DATA SUPPLIED Start Marker

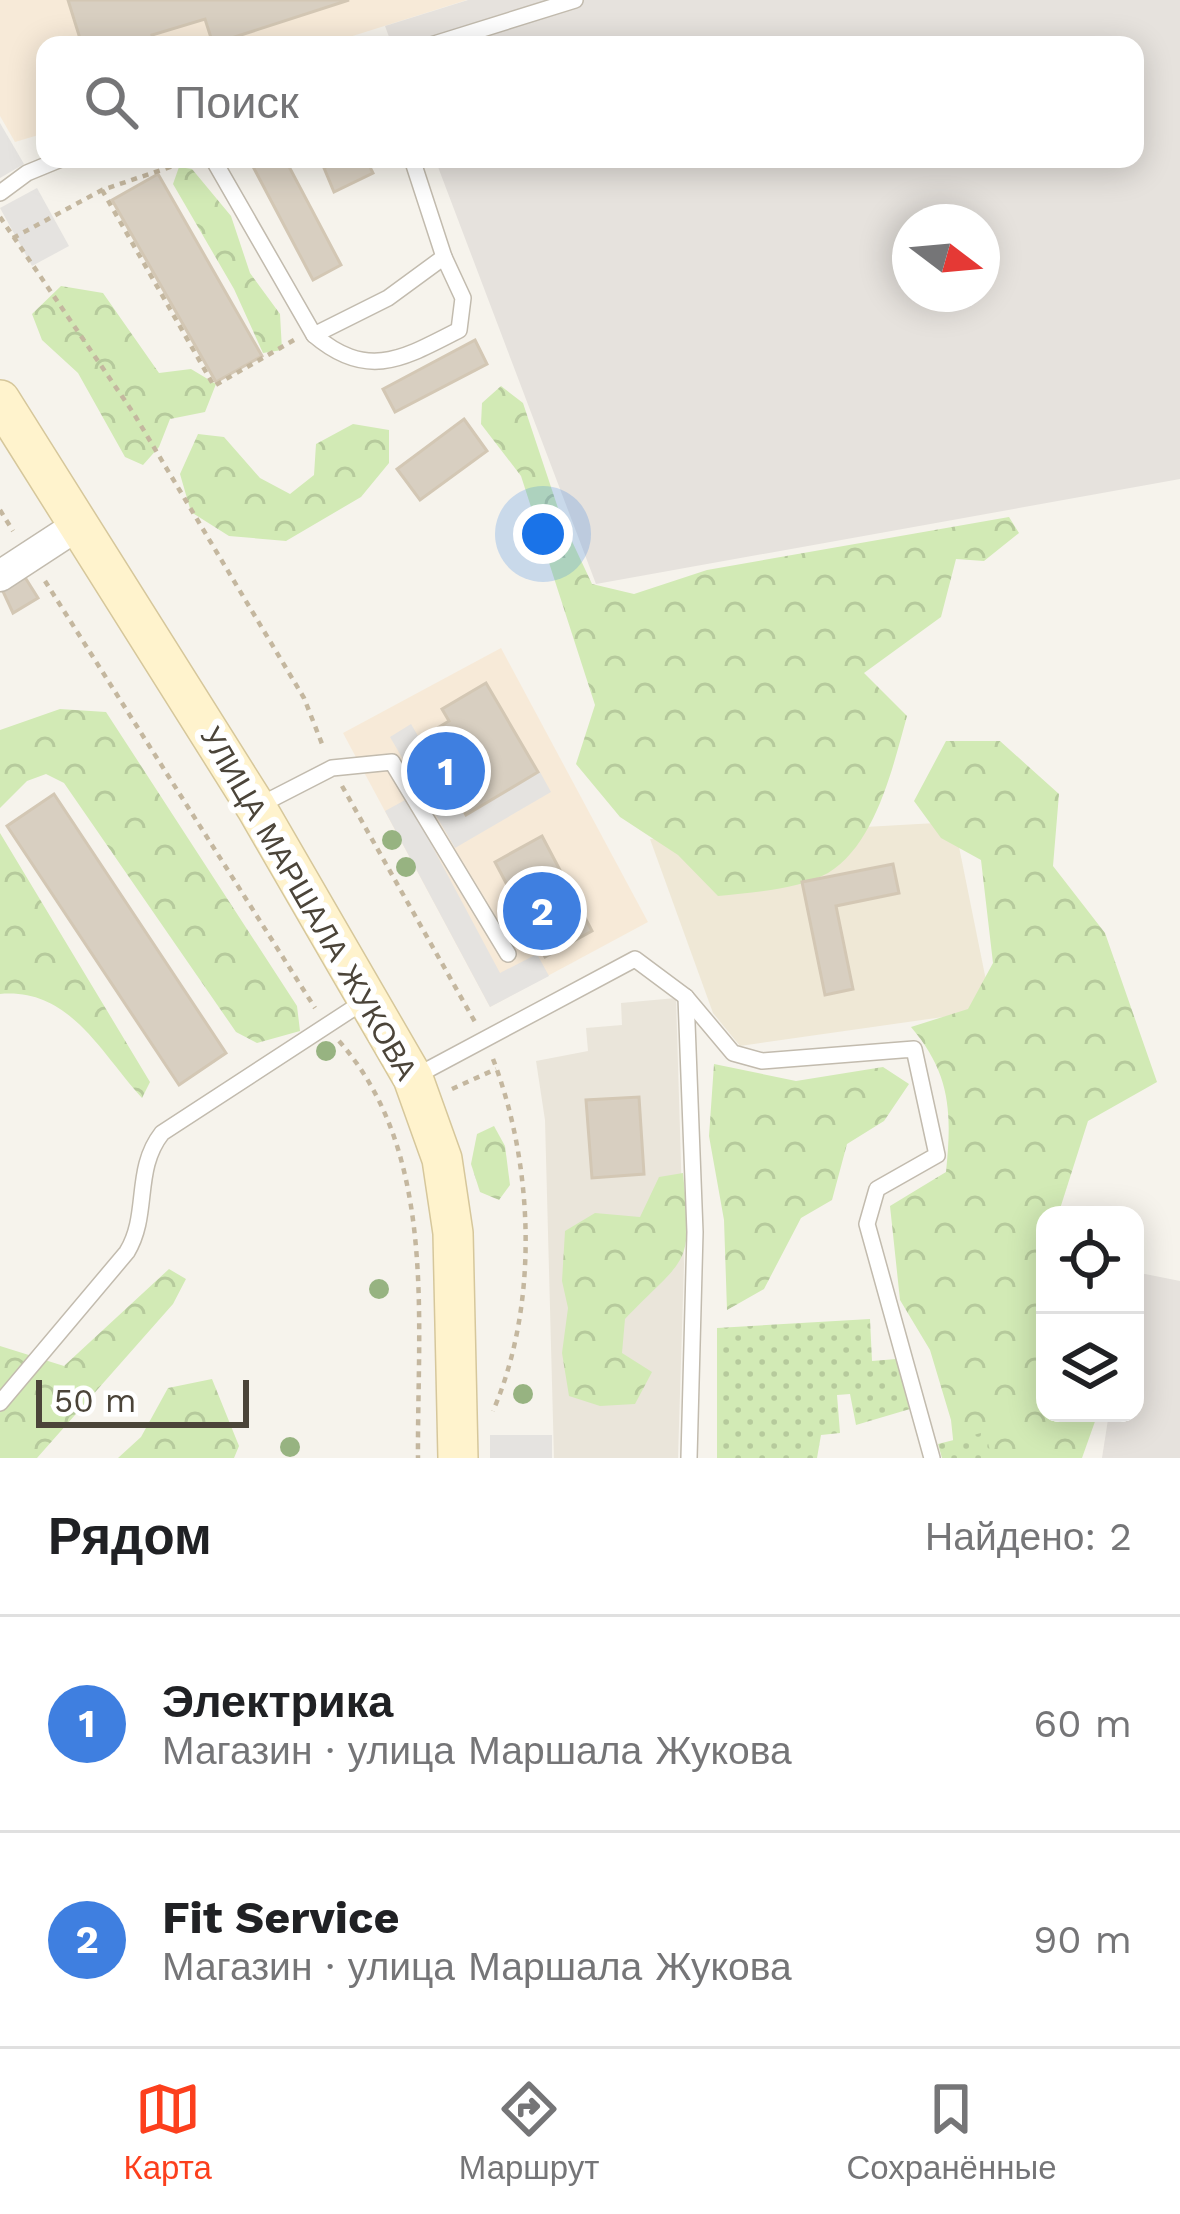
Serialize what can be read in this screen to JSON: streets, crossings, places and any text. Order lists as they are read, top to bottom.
{
  "streets": {
    "main road": ["УЛИЦА МАРШАЛА ЖУКОВА"]
  },
  "scale_bar": "50 m",
  "north": "right",
  "page": {
    "search": "Поиск",
    "pins": ["1", "2"],
    "scale": "50 m",
    "heading": ["Рядом", "Найдено: 2"],
    "list": [
      {
        "mark": "1",
        "name": "Электрика",
        "note": "Магазин · улица Маршала Жукова",
        "value": "60 m"
      },
      {
        "mark": "2",
        "name": "Fit Service",
        "note": "Магазин · улица Маршала Жукова",
        "value": "90 m"
      }
    ],
    "nav": ["Карта", "Маршрут", "Сохранённые"]
  }
}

DATA SUPPLIED End Marker

■ WHAT IS NEEDED
Type out the data above once more, exactly, with no images included.

■ RESPONSE BOX
Serialize what can be read in this screen to JSON: streets, crossings, places and any text. Order lists as they are read, top to bottom.
{
  "streets": {
    "main road": ["УЛИЦА МАРШАЛА ЖУКОВА"]
  },
  "scale_bar": "50 m",
  "north": "right",
  "page": {
    "search": "Поиск",
    "pins": ["1", "2"],
    "scale": "50 m",
    "heading": ["Рядом", "Найдено: 2"],
    "list": [
      {
        "mark": "1",
        "name": "Электрика",
        "note": "Магазин · улица Маршала Жукова",
        "value": "60 m"
      },
      {
        "mark": "2",
        "name": "Fit Service",
        "note": "Магазин · улица Маршала Жукова",
        "value": "90 m"
      }
    ],
    "nav": ["Карта", "Маршрут", "Сохранённые"]
  }
}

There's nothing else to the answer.